La transhumance, qui signifie " au-delà des terres ", se pratique partout où les troupeaux doivent changer de territoire pour se nourrir. Qu’elle soit bovine ou ovine, elle se pratique, en France, dans les massifs montagneux : Alpes, Pyrénées, Massif Central... Chaque année, aux beaux jours, entre mai et juin, les vaches et leur veau, les brebis et leurs agneaux, tous nés en hiver, prennent leurs quartiers d’été.

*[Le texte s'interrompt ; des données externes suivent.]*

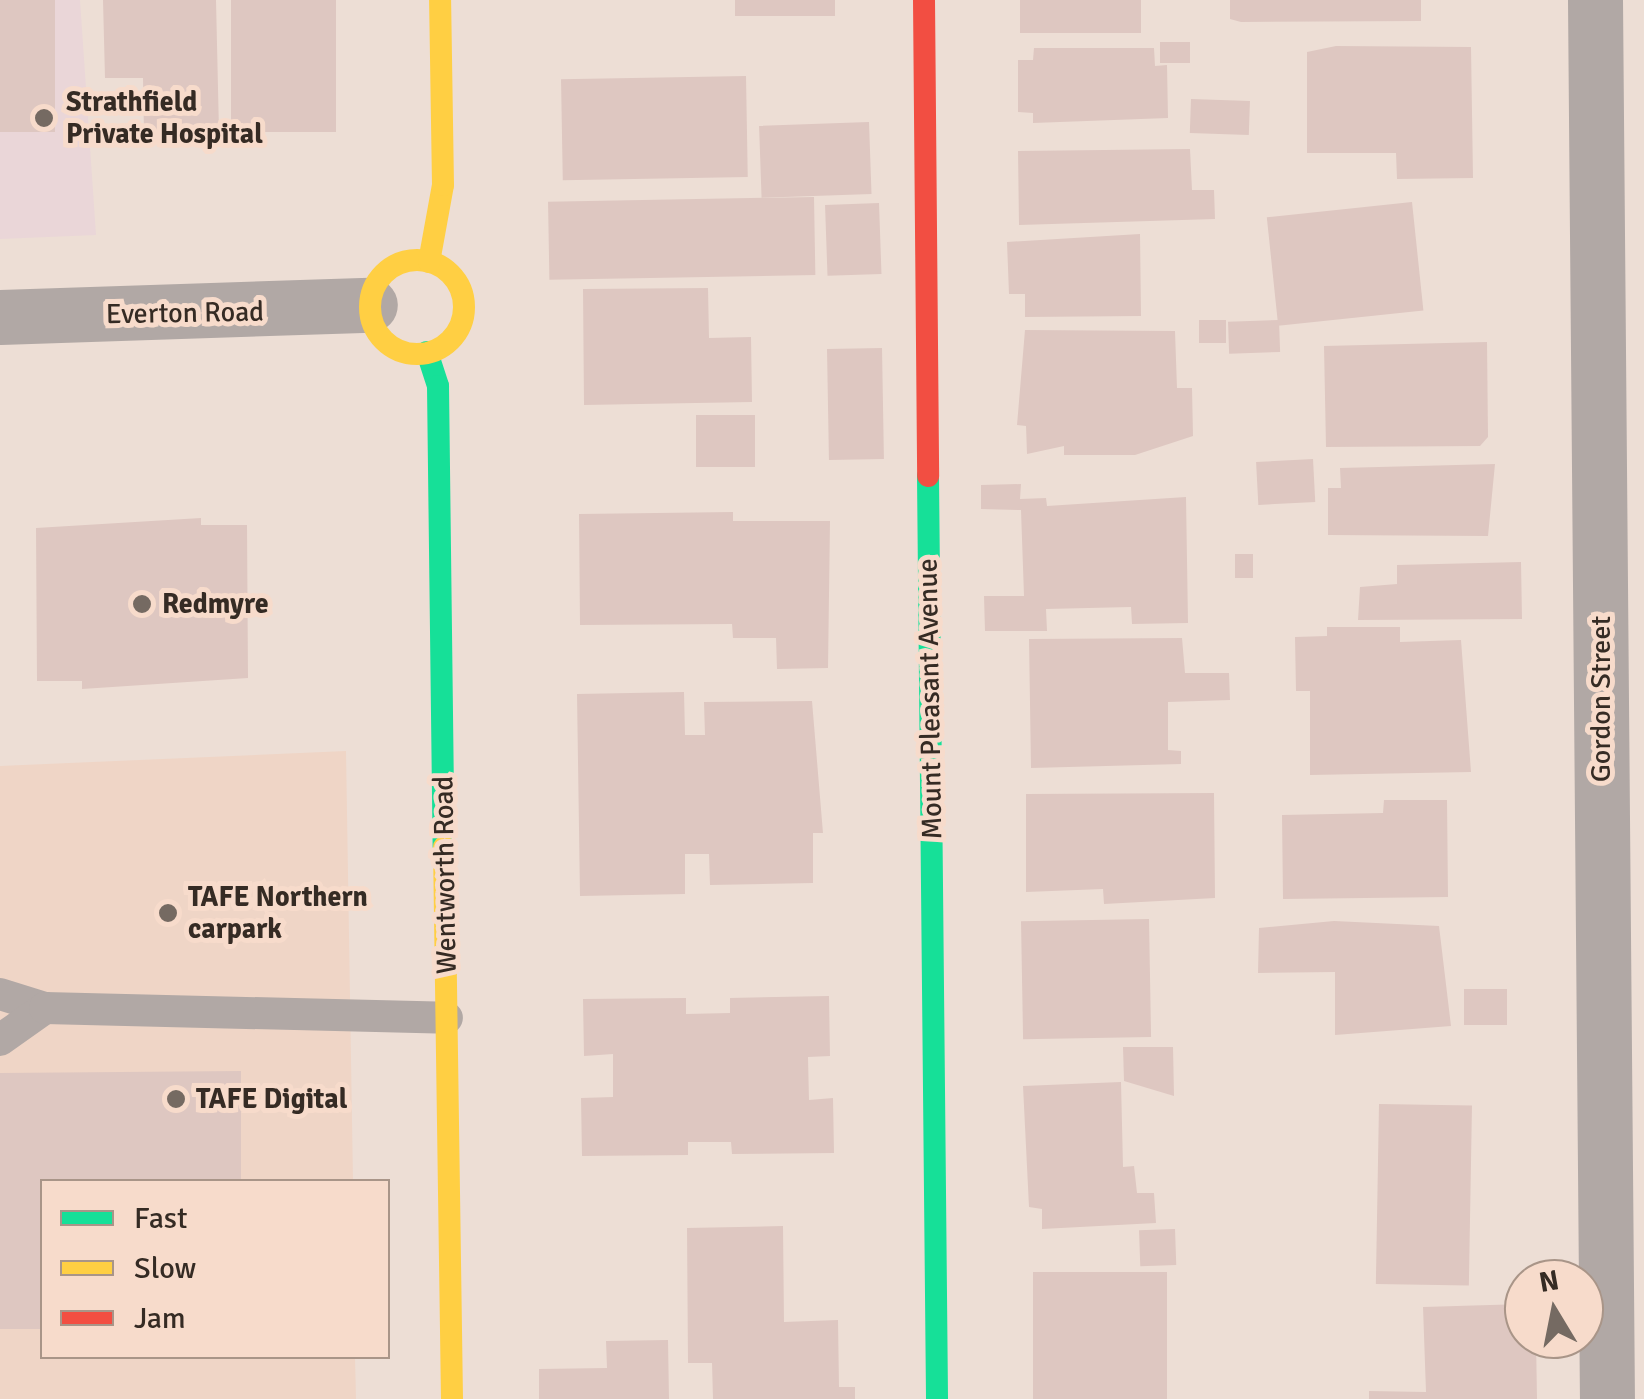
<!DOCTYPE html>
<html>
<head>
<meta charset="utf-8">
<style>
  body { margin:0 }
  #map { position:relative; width:1644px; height:1399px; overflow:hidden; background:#edded5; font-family:Signika,sans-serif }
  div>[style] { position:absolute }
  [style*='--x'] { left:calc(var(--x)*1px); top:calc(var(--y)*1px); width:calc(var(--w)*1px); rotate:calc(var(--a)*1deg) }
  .built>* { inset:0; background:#efd5c6 }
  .medical>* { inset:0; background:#ead6d8 }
  .building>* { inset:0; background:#dec7c1; transform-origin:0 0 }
  .lane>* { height:32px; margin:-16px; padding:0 16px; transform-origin:16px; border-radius:16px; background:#b1a8a5 }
  .street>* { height:55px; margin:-27.5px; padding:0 27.5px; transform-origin:27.5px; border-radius:27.5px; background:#b1a8a5 }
  .fast>* { height:22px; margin:-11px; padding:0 11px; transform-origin:11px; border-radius:11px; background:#16e098 }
  .slow>* { height:22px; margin:-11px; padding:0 11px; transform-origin:11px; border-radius:11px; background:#ffcf43 }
  .slow>.ring { margin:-11px; padding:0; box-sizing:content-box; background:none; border:22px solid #ffcf43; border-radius:50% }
  .jam>* { height:22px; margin:-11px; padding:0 11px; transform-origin:11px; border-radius:11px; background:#f24e42 }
  .dots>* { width:28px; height:28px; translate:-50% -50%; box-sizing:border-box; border:5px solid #f7dbcb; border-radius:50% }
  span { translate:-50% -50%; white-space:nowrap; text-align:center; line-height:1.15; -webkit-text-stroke:10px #f7dbcb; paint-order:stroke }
  .poi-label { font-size:28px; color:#352b24; font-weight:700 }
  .left { translate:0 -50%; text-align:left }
  .street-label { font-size:28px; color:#352b24 }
  .legend { position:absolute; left:40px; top:1179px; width:350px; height:180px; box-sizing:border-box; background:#f7dbcb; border:2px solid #a99588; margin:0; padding:12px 18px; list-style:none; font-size:30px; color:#352b24 }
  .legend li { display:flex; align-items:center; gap:20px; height:50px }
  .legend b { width:50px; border:2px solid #a99588 }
  .north { position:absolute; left:1504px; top:1259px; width:100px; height:100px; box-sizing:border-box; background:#f7dbcb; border:2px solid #a99588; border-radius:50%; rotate:350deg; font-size:28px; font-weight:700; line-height:40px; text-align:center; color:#352b24 }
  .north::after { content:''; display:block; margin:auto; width:35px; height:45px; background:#756a62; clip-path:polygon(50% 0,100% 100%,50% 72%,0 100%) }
</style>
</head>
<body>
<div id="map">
  <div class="built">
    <i style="clip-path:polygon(346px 751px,353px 1181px,42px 1182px,42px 1356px,355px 1357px,356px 1399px,0 1399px,0 766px)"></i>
  </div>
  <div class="medical">
    <i style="clip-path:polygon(0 0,80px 0,96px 235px,0 239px)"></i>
  </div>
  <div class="building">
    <i style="left:0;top:0;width:55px;height:132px"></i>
    <i style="clip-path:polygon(103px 0,216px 0,219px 132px,144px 133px,143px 78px,105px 78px)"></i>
    <i style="left:231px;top:0;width:105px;height:132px"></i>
    <i style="left:735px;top:0;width:100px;height:16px"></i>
    <i style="left:1020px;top:0;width:121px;height:33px"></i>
    <i style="clip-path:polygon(1230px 0,1421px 0,1421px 21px,1241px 22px,1230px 19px)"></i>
    <i style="left:1160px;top:42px;width:30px;height:21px"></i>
    <i style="clip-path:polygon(1336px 46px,1471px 47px,1473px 178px,1397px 179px,1396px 153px,1307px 153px,1307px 52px)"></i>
    <i style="clip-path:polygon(1034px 48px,1154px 48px,1155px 66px,1167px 65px,1168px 118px,1033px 123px,1033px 113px,1018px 112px,1018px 60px,1033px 60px)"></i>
    <i style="left:746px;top:76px;width:101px;height:185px;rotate:89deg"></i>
    <i style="left:1191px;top:99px;width:59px;height:34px;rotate:2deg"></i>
    <i style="left:869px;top:122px;width:72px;height:110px;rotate:88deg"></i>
    <i style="clip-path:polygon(1190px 149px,1192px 190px,1214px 190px,1215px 219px,1019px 225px,1018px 151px)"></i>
    <i style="left:814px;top:197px;width:78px;height:266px;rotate:89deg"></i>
    <i style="left:1412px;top:202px;width:109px;height:146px;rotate:84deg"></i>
    <i style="left:879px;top:203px;width:71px;height:54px;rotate:88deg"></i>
    <i style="clip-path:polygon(1140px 234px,1141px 316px,1025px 317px,1025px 294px,1009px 294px,1007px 242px)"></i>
    <i style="clip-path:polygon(708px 288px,709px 338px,751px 337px,752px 402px,584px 405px,583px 289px)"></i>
    <i style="left:1199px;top:320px;width:27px;height:23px"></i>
    <i style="left:1279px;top:320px;width:32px;height:51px;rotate:88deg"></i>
    <i style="clip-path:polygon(1025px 330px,1175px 331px,1177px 388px,1192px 388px,1193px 436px,1135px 455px,1064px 455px,1064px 446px,1027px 454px,1026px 426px,1017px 425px)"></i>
    <i style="clip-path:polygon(1487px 342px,1488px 437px,1480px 446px,1326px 447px,1324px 346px)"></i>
    <i style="left:882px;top:348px;width:111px;height:55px;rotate:89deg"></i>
    <i style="left:755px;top:415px;width:52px;height:59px;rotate:90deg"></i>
    <i style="left:1313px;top:459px;width:43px;height:57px;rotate:87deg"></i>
    <i style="clip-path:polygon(1495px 464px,1488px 536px,1328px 535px,1328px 488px,1341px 488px,1340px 468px)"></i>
    <i style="clip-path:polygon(1021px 484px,1020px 499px,1046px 498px,1047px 506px,1186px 497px,1188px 623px,1132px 624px,1131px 607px,1046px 609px,1047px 631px,985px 631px,984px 596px,1024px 596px,1021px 510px,981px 509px,981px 485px)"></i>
    <i style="clip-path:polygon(733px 512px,733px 521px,830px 521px,828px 668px,777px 669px,776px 638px,733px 638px,732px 624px,580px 625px,579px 514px)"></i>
    <i style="clip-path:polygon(201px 518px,201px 525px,247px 525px,248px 678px,82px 689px,82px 681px,37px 681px,36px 528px)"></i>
    <i style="left:1253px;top:554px;width:24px;height:18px;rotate:90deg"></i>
    <i style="clip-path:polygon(1521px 562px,1522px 619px,1358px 620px,1360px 587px,1397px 584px,1397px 565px)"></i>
    <i style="clip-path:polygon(1327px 627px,1400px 627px,1400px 642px,1461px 640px,1471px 772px,1310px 775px,1310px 691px,1296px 691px,1295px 637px,1327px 636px)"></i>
    <i style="clip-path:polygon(1182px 638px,1185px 673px,1229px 673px,1230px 700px,1168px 702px,1168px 750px,1181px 751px,1181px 764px,1031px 768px,1029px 639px)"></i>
    <i style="clip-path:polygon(684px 692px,685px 735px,705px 735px,704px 702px,812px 701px,823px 833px,813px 833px,813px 883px,710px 885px,709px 854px,685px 854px,685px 894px,580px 896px,577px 694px)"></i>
    <i style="clip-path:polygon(1214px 793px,1215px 898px,1104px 904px,1103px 889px,1026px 892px,1026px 794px)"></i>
    <i style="clip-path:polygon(1384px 800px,1447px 800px,1448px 897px,1283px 899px,1282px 815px,1383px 813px)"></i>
    <i style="left:1149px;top:919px;width:118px;height:128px;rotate:89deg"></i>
    <i style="clip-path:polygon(1334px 921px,1439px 926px,1451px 1026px,1335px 1035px,1335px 972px,1258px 973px,1259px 928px)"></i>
    <i style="left:1507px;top:989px;width:36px;height:43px;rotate:90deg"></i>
    <i style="clip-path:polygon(829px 996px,830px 1056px,808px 1057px,809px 1100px,833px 1098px,834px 1153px,732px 1154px,731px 1142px,688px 1142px,688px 1155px,582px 1156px,581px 1098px,613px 1097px,613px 1054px,584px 1056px,583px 999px,686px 998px,686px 1014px,730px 1013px,730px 998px)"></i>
    <i style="clip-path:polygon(1123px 1047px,1173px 1047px,1174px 1096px,1124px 1081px)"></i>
    <i style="clip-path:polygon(241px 1071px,241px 1182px,42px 1182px,42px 1329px,0 1329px,0 1073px)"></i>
    <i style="clip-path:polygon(1121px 1082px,1123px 1167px,1134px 1166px,1137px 1193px,1154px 1193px,1156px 1223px,1042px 1229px,1042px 1209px,1029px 1207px,1023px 1086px)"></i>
    <i style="left:1379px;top:1104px;width:93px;height:180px;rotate:1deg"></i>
    <i style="clip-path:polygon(783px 1226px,784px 1322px,838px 1320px,839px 1387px,855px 1387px,855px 1399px,713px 1399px,712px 1363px,688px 1363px,687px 1228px)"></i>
    <i style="left:1175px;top:1229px;width:36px;height:36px;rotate:88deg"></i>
    <i style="left:1033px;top:1272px;width:134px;height:127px"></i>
    <i style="clip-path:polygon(1524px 1304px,1524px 1339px,1536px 1339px,1537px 1399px,1369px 1399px,1369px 1391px,1426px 1392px,1423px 1307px)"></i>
    <i style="clip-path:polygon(668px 1340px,669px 1399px,539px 1399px,539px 1369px,607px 1368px,606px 1341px)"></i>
  </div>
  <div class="lane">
    <i style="--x:0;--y:994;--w:47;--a:17.3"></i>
    <i style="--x:0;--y:1040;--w:55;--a:-35.4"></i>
    <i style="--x:45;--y:1008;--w:402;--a:1.4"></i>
  </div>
  <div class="street">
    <i style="--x:1595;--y:0;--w:1399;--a:89.51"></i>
    <i style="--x:0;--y:317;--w:370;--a:-1.9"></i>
  </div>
  <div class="fast">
    <i style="--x:427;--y:352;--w:36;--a:72"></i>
    <i style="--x:438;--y:386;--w:461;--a:89.3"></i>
    <i style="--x:928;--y:476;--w:923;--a:89.44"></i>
  </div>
  <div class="slow">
    <i class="ring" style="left:370px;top:260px;width:72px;height:72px"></i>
    <i style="--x:429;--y:262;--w:78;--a:-79.7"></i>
    <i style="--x:443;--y:185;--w:185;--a:-90.9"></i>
    <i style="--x:444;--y:847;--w:552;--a:89.17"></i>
  </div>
  <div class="jam">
    <i style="--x:924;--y:0;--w:476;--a:89.5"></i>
  </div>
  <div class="dots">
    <i style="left:44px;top:118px;background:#756a62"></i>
    <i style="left:142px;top:604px;background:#756a62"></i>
    <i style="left:168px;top:913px;background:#756a62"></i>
    <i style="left:176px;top:1099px;background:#756a62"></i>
  </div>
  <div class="poi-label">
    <span class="left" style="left:66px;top:118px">Strathfield<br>Private Hospital</span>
    <span class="left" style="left:162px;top:604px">Redmyre</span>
    <span class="left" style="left:188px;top:913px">TAFE Northern<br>carpark</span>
    <span class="left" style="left:196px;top:1099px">TAFE Digital</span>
  </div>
  <div class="street-label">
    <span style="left:185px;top:313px;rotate:-1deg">Everton Road</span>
    <span style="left:930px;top:699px;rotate:-91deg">Mount Pleasant Avenue</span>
    <span style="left:1601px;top:699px;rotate:-90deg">Gordon Street</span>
    <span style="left:445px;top:875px;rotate:-91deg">Wentworth Road</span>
  </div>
  <ul class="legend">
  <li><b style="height:12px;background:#16e098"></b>Fast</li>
  <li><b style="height:12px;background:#ffcf43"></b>Slow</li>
  <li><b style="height:12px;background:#f24e42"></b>Jam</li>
  </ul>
  <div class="north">N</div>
</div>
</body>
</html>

Ils quittent la plaine, où il ne reste plus rien à pâturer, pour gagner les estives; là, ils pourront brouter l’herbe des alpages, surveillés par un ou plusieurs bergers, laissant ainsi à l’éleveur du temps pour préparer l’hiver : assurer les réserves alimentaires à partir du foin qu’il va récolter dans ses prairies autour de l’exploitation...

La transhumance se pratique le plus souvent en camion, parfois à pattes comme il y a encore quelques années.

Cette pratique, ancestrale, a toujours sa raison d’exister. D’une part, elle permet aux animaux de trouver de la nourriture et d’autre part, elle est utile à l’homme : l’été, les troupeaux broutent les pistes de ski et leurs alentours et permettent ainsi, en rasant l’herbe, de retenir le manteau neigeux en hiver, évitant ainsi les avalanches.